Vuduc wins NSF CAREER Award to make HPC better "by any means necessary"

In early June the NSF announced that Georgia Tech’s Richard Vuduc received an NSF CAREER Award for his work in tuning software to run on parallel systems. From the NSF website

NSF logoThe Faculty Early Career Development (CAREER) Program is a Foundation-wide activity that offers the National Science Foundation’s most prestigious awards in support of junior faculty who exemplify the role of teacher-scholars through outstanding research, excellent education and the integration of education and research within the context of the mission of their organizations. Such activities should build a firm foundation for a lifetime of leadership in integrating education and research.

The name of his proposal, “Autotuning foundations for exascale systems”, attracted my attention and Rich agreed to tell us a little about himself, his work, and this prestigious award.


insideHPC: First, can you tell the readers a little about yourself? What’s the 100 word bio of Rich Vuduc?

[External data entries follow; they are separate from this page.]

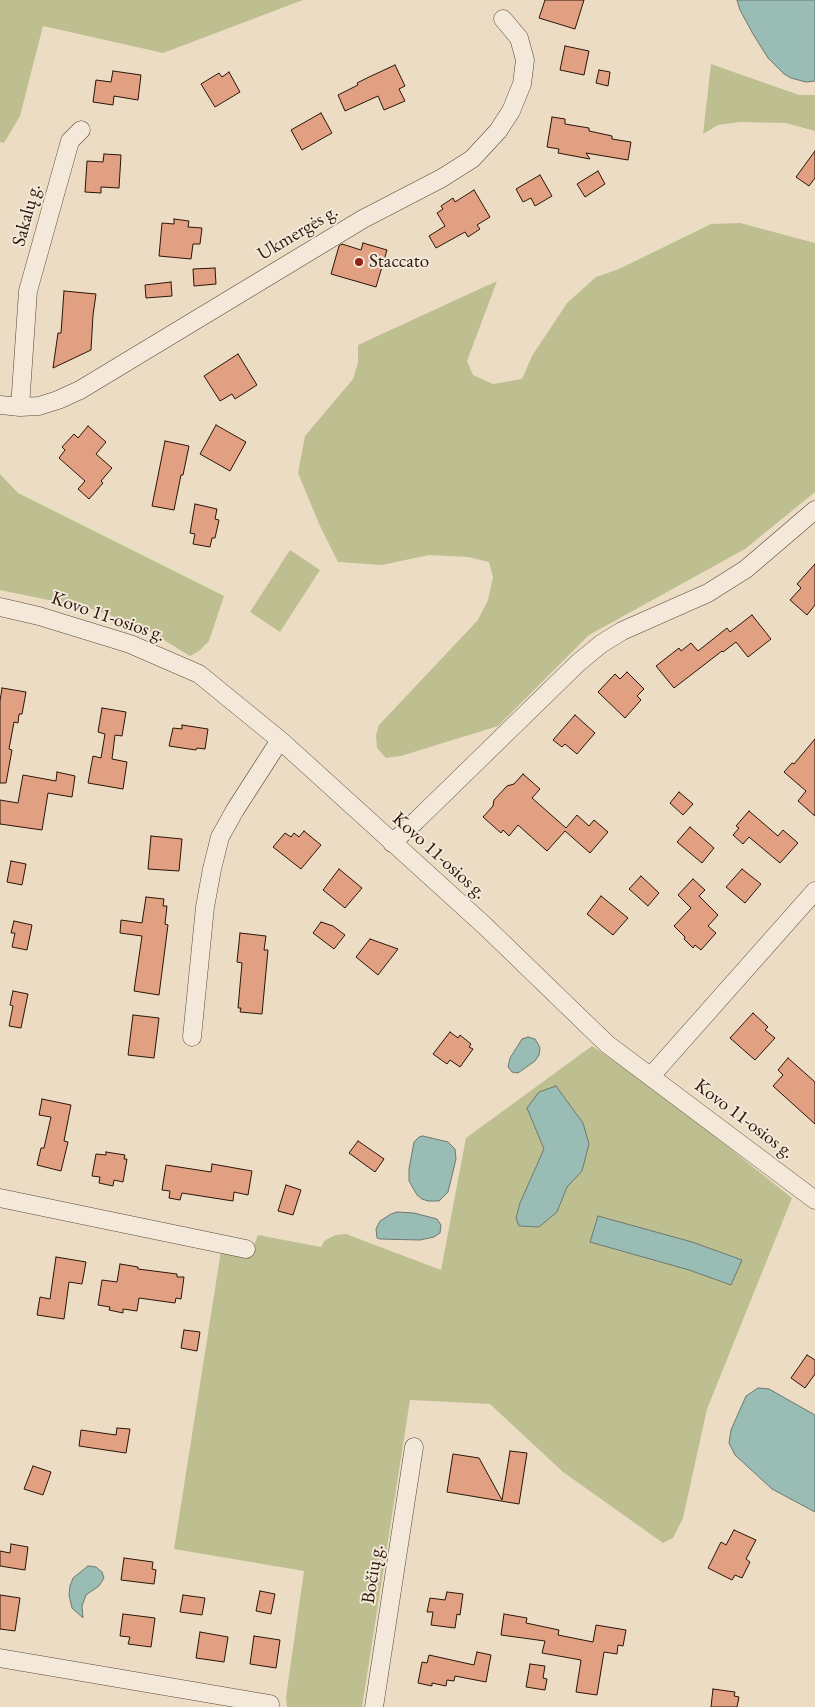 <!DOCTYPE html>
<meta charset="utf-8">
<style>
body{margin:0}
canvas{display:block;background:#ecdcc4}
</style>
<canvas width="815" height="1707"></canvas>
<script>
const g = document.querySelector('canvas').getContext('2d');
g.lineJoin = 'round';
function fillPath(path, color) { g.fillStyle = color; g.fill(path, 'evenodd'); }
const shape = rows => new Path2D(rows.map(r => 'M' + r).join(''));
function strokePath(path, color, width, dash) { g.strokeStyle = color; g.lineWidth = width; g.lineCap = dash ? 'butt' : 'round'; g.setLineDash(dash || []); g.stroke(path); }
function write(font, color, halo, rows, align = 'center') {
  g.font = font + ' "EB Garamond",serif'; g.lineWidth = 4; g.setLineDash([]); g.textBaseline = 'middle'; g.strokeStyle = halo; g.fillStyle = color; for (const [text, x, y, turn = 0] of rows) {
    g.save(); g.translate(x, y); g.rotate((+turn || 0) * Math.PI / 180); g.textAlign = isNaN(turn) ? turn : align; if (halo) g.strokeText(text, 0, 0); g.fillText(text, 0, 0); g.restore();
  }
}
fillPath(shape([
 [0,0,303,0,163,53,43,26,20,116,4,143,0,142],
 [711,64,799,95,815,95,815,131,786,123,740,122,718,125,703,134],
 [740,223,815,243,815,492,745,549,589,635,498,726,401,756,386,758,377,748,376,735,379,725,478,620,488,600,493,577,489,562,468,557,429,555,382,565,338,562,320,526,298,473,305,436,353,379,358,363,358,345,497,281,467,361,473,375,493,384,522,379,532,356,567,303,596,277,619,269,711,224],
 [0,474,18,493,224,596,209,641,199,651,190,656,141,626,92,609,0,590],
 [290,550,320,570,280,632,250,612],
 [592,1046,658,1091,792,1198,707,1409,683,1518,673,1538,663,1543,563,1472,490,1404,410,1400,362,1707,287,1707,286,1697,304,1571,174,1549,221,1251,250,1256,258,1235,321,1247,325,1240,336,1235,346,1234,441,1270,466,1138]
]), '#bdbf90');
const water = shape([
 [737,0,815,0,815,81,806,82,791,78,784,74,768,58,753,34,740,10,737,0],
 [528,1037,535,1039,538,1044,540,1048,539,1055,535,1061,518,1073,512,1072,508,1067,510,1058,522,1039,528,1037],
 [556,1086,583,1123,589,1144,582,1171,567,1187,557,1212,539,1227,519,1226,516,1218,520,1203,544,1149,527,1108,539,1092,556,1086],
 [423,1136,448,1142,455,1149,456,1159,448,1192,439,1201,428,1201,422,1199,417,1195,409,1181,409,1169,414,1142,419,1137,423,1136],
 [397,1212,414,1213,437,1219,441,1225,440,1233,434,1237,420,1240,380,1239,377,1238,376,1229,380,1221,391,1214,397,1212],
 [598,1216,692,1242,742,1260,731,1285,689,1270,590,1242,598,1216],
 [758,1388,769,1389,815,1415,815,1512,772,1489,735,1455,729,1443,731,1430,746,1396,758,1388],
 [88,1566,96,1567,102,1572,104,1578,99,1586,86,1595,82,1606,83,1618,72,1608,69,1595,70,1586,73,1578,88,1566]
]);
fillPath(water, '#99bcb4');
strokePath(water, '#6d796f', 1);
const building = shape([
 [545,0,584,0,575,29,539,18,545,0],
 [565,46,589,51,584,75,560,70,565,46],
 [395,65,405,86,399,89,405,101,384,110,378,96,345,111,338,95,358,85,357,83,369,77,395,65],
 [599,70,610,72,608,86,596,83,599,70],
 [113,71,141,75,138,100,114,96,113,105,93,102,96,80,111,82,113,71],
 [229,72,240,92,215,107,201,84,219,73,222,77,229,72],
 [321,113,332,133,302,150,291,130,321,113],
 [552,117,565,119,565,124,589,128,589,131,612,136,612,139,631,142,628,160,586,153,590,159,558,153,559,149,547,147,552,117],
 [815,151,815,178,809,186,796,177,815,151],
 [104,154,121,155,119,188,101,187,101,193,85,192,87,161,103,162,104,154],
 [598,171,605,184,585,197,577,184,598,171],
 [540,175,552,196,535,206,531,198,523,202,516,189,540,175],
 [474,190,490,217,477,225,480,229,468,237,465,232,436,248,429,236,445,226,437,213,443,209,441,206,453,198,455,202,474,190],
 [174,219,189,221,188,227,202,228,200,244,193,244,191,259,159,256,162,223,174,224,174,219],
 [363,243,387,250,376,287,331,274,339,246,342,244,361,250,363,243],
 [215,268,216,284,194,286,193,269,215,268],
 [171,282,172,296,146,298,145,285,171,282],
 [64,291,96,294,93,315,91,350,53,368,58,333,61,333,64,291],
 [238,354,257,385,235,399,232,394,220,401,204,376,238,354],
 [216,425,246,442,230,471,200,454,216,425],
 [88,426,106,442,96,454,112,468,101,481,103,483,89,499,78,489,85,481,59,458,65,450,62,447,74,434,78,438,88,426],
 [165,441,189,446,183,475,181,475,174,510,152,506,165,441],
 [195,504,217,509,215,519,219,520,215,538,212,538,210,547,193,544,195,534,190,533,195,504],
 [815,564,815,605,807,615,790,600,801,588,797,584,815,564],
 [752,615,771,639,748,657,736,642,723,652,722,651,674,688,656,666,679,648,681,651,691,643,698,651,727,628,730,632,752,615],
 [627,672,644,689,637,696,641,700,625,718,598,692,615,674,620,679,627,672],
 [2,688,26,692,22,714,19,714,18,723,14,722,9,749,12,750,6,783,0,783,0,701,2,688],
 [102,708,126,712,122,736,115,735,112,759,127,762,123,789,88,783,93,756,101,758,105,734,98,732,102,708],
 [575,715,595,733,577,754,565,744,562,747,553,740,575,715],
 [182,725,208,729,205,749,197,748,196,750,169,746,173,728,182,729,182,725],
 [815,739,815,816,798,801,806,791,784,772,792,763,794,764,815,739],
 [57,772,75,776,72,797,48,793,42,830,0,824,0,800,18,803,23,775,56,781,57,772],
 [523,774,540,789,532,798,566,828,577,815,589,826,594,820,608,832,590,853,565,831,547,851,518,825,509,836,503,830,501,833,483,817,493,806,494,800,507,786,514,784,523,774],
 [679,792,693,804,683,815,670,803,679,792],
 [749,811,778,836,783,830,798,843,780,863,749,837,743,844,733,835,739,828,736,826,749,811],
 [690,827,714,848,702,863,677,842,690,827],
 [304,831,321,845,301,869,273,847,285,833,291,837,294,833,299,837,304,831],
 [151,836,182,839,179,871,148,869,151,836],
 [11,861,26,864,22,885,7,882,11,861],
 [339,869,362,888,345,908,323,890,339,869],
 [742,869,761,884,745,903,726,887,742,869],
 [641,876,659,893,648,906,629,889,641,876],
 [693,879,705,890,699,896,718,915,708,926,716,933,701,950,695,945,693,948,684,939,685,937,674,926,691,908,678,895,693,879],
 [601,896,628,918,613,935,587,914,601,896],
 [146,897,164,899,163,906,167,906,165,924,168,925,159,995,134,991,142,936,120,933,121,920,142,923,146,897],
 [14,921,32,925,27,950,12,947,15,933,11,933,14,921],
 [321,922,333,926,345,935,334,949,313,933,321,922],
 [240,933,266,936,264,950,268,950,262,1014,240,1012,241,1008,238,1008,242,963,237,962,240,933],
 [370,939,398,949,378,975,356,957,370,939],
 [13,991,28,994,21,1028,9,1026,13,1006,10,1005,13,991],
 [753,1013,768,1027,765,1030,775,1038,755,1060,730,1038,753,1013],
 [133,1015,159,1018,154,1058,128,1055,133,1015],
 [450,1032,458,1038,460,1035,471,1044,469,1047,473,1049,460,1067,450,1060,447,1064,433,1054,450,1032],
 [788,1058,815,1082,815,1124,773,1086,783,1075,778,1070,788,1058],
 [42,1099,71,1105,64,1141,68,1142,61,1171,37,1165,41,1148,44,1148,51,1117,39,1115,42,1099],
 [358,1141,384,1159,375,1172,349,1153,358,1141],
 [106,1152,125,1155,124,1159,127,1159,123,1182,114,1180,113,1186,99,1183,100,1177,92,1176,96,1154,106,1155,106,1152],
 [212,1164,252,1171,248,1195,234,1192,233,1201,182,1193,180,1200,169,1198,170,1191,162,1190,166,1165,211,1172,212,1164],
 [286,1185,301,1190,293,1215,278,1211,286,1185],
 [56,1257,86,1262,82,1284,69,1282,64,1319,37,1315,40,1297,50,1299,56,1257],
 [120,1264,138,1267,138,1269,177,1274,177,1277,184,1277,181,1299,176,1298,175,1303,139,1298,137,1311,123,1309,123,1313,109,1310,110,1307,98,1305,102,1280,117,1282,120,1264],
 [184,1330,200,1332,197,1351,181,1348,184,1330],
 [807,1355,815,1360,815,1374,805,1388,791,1378,807,1355],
 [117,1428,130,1429,126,1453,79,1446,81,1430,116,1435,117,1428],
 [510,1451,527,1453,519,1504,447,1492,453,1454,479,1458,502,1500,510,1451],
 [33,1466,51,1472,43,1495,24,1489,33,1466],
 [734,1530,756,1540,746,1559,750,1562,742,1578,735,1575,732,1580,708,1568,721,1542,726,1545,734,1530],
 [11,1544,28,1547,25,1570,0,1566,0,1551,10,1553,11,1544],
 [124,1558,153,1562,152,1569,156,1570,154,1584,121,1580,124,1558],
 [260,1591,275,1594,271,1614,256,1611,260,1591],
 [447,1592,463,1594,460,1615,457,1614,455,1628,431,1625,433,1612,427,1612,430,1598,445,1600,447,1592],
 [0,1595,20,1598,15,1631,0,1629,0,1595],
 [183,1595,205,1598,202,1615,180,1612,183,1595],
 [123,1614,155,1618,151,1647,128,1644,130,1637,120,1636,123,1614],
 [504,1614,527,1618,526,1623,559,1630,558,1635,593,1642,596,1625,626,1630,623,1646,618,1645,617,1654,604,1652,597,1695,576,1692,581,1660,542,1653,545,1641,501,1635,504,1614],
 [200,1632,228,1637,224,1662,196,1658,200,1632],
 [254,1636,280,1640,276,1668,250,1664,254,1636],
 [477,1652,491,1655,486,1682,455,1676,454,1681,447,1680,446,1686,432,1683,432,1686,418,1683,422,1662,427,1663,429,1655,474,1665,477,1652],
 [530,1664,545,1666,543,1678,547,1679,545,1690,526,1687,530,1664],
 [713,1689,735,1692,734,1696,739,1697,737,1707,711,1707,713,1689]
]);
fillPath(building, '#e2a083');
strokePath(building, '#2a1507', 1);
const minor = shape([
 [0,405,20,407,39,406,58,400,80,390,363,219,442,178,472,159,498,131,511,111,522,84,525,60,519,38,503,19],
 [20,407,28,291,70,141,81,130],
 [0,607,39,616,130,644,199,674,280,740,485,926,607,1044,815,1200],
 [392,843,417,820,578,663,601,644,622,631,708,593,746,569,815,510],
 [192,1037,205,907,212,869,220,837,235,810,280,740],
 [651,1076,815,891],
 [0,1198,246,1249],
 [0,1658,270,1704],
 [374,1707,414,1447]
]);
strokePath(minor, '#5a4736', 19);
strokePath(minor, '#f3e8d9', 18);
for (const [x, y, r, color] of [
 [359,262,5,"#8f2418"]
]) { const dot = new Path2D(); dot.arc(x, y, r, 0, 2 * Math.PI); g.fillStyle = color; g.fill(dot); strokePath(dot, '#f3e8d9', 2); }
write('19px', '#2a1507', '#f3e8d9', [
 ["Sakalų g.",27,215,-75],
 ["Ukmergės g.",298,233,-31],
 ["Kovo 11-osios g.",108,617,19],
 ["Kovo 11-osios g.",439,856,42],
 ["Kovo 11-osios g.",744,1119,37],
 ["Bočių g.",373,1574,-81]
]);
write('19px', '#2a1507', '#f3e8d9', [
 ["Staccato",369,262]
], 'left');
</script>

Richard VuducRich Vuduc: I am an assistant professor at Georgia Tech in the School of Computational Science and Engineering, which is (Shameless Plug Alert) one of the country’s few full-fledged academic departments devoted to the systematic study, creation, and application of computer-based models to understand and analyze natural and engineered systems. HPC is a major research and teaching focus in this kind of department, because computational scientists often care a great deal about effective use of parallelism in large systems. My research lab, The HPC Garage, is looking at automating and simplifying the analysis, programming, tuning, and debugging of software for emerging and future parallel machines.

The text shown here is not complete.